Stored items:
[Start of section]

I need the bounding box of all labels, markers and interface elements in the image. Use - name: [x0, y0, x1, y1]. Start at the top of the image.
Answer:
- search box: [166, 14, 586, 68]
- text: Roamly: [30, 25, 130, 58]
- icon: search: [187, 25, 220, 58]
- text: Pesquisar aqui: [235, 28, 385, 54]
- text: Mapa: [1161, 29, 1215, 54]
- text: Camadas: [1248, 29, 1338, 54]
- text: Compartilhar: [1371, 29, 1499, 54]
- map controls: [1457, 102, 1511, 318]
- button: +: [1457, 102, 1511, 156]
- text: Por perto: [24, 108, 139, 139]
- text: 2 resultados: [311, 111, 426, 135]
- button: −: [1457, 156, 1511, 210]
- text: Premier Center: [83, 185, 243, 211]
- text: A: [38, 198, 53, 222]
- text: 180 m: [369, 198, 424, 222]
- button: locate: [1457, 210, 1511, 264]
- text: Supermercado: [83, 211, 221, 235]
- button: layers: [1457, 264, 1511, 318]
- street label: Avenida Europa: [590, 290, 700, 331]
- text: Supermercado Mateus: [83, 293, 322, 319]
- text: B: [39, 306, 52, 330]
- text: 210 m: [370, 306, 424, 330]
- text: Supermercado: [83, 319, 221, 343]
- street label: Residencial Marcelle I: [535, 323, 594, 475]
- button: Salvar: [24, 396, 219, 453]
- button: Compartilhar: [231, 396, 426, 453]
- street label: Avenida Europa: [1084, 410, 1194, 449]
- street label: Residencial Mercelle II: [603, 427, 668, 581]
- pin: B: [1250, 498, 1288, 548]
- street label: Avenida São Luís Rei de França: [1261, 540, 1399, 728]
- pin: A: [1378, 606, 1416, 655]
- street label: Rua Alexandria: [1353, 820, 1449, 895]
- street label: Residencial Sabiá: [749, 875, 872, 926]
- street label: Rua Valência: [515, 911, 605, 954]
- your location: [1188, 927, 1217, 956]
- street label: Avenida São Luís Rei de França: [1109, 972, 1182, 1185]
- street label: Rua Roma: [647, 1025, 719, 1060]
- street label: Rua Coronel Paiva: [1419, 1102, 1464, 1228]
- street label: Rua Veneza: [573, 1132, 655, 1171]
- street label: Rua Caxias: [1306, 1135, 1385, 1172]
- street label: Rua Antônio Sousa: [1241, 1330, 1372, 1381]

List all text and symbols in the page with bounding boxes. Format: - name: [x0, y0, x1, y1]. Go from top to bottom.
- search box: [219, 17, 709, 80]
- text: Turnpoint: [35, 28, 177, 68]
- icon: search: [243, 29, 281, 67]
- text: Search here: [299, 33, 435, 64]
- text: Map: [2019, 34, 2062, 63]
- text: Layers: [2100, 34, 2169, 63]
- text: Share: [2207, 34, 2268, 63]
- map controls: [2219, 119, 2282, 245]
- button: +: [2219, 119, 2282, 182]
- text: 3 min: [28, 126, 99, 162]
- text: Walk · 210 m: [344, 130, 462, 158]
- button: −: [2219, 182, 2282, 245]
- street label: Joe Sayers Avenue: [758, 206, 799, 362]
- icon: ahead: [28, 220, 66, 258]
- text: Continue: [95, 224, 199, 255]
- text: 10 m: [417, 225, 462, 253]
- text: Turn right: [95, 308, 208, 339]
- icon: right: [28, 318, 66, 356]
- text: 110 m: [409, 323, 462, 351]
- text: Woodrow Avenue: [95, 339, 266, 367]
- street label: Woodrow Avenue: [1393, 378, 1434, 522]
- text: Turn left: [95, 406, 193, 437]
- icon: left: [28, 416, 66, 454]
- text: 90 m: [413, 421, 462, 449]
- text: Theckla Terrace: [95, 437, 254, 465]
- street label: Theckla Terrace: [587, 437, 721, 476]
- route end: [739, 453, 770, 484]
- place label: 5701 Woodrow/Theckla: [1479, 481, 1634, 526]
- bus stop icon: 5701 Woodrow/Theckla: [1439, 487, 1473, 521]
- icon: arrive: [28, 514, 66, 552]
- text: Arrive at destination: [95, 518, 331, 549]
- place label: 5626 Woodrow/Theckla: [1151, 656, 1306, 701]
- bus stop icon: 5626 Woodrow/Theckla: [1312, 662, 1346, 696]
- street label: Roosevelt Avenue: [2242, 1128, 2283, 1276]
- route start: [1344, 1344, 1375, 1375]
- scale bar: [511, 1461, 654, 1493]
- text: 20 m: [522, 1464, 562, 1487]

[End of section]

Task statement: Within the data above, filter for lines containing the word "left" and copy each one.

Exercise answer:
- text: Turn left: [95, 406, 193, 437]
- icon: left: [28, 416, 66, 454]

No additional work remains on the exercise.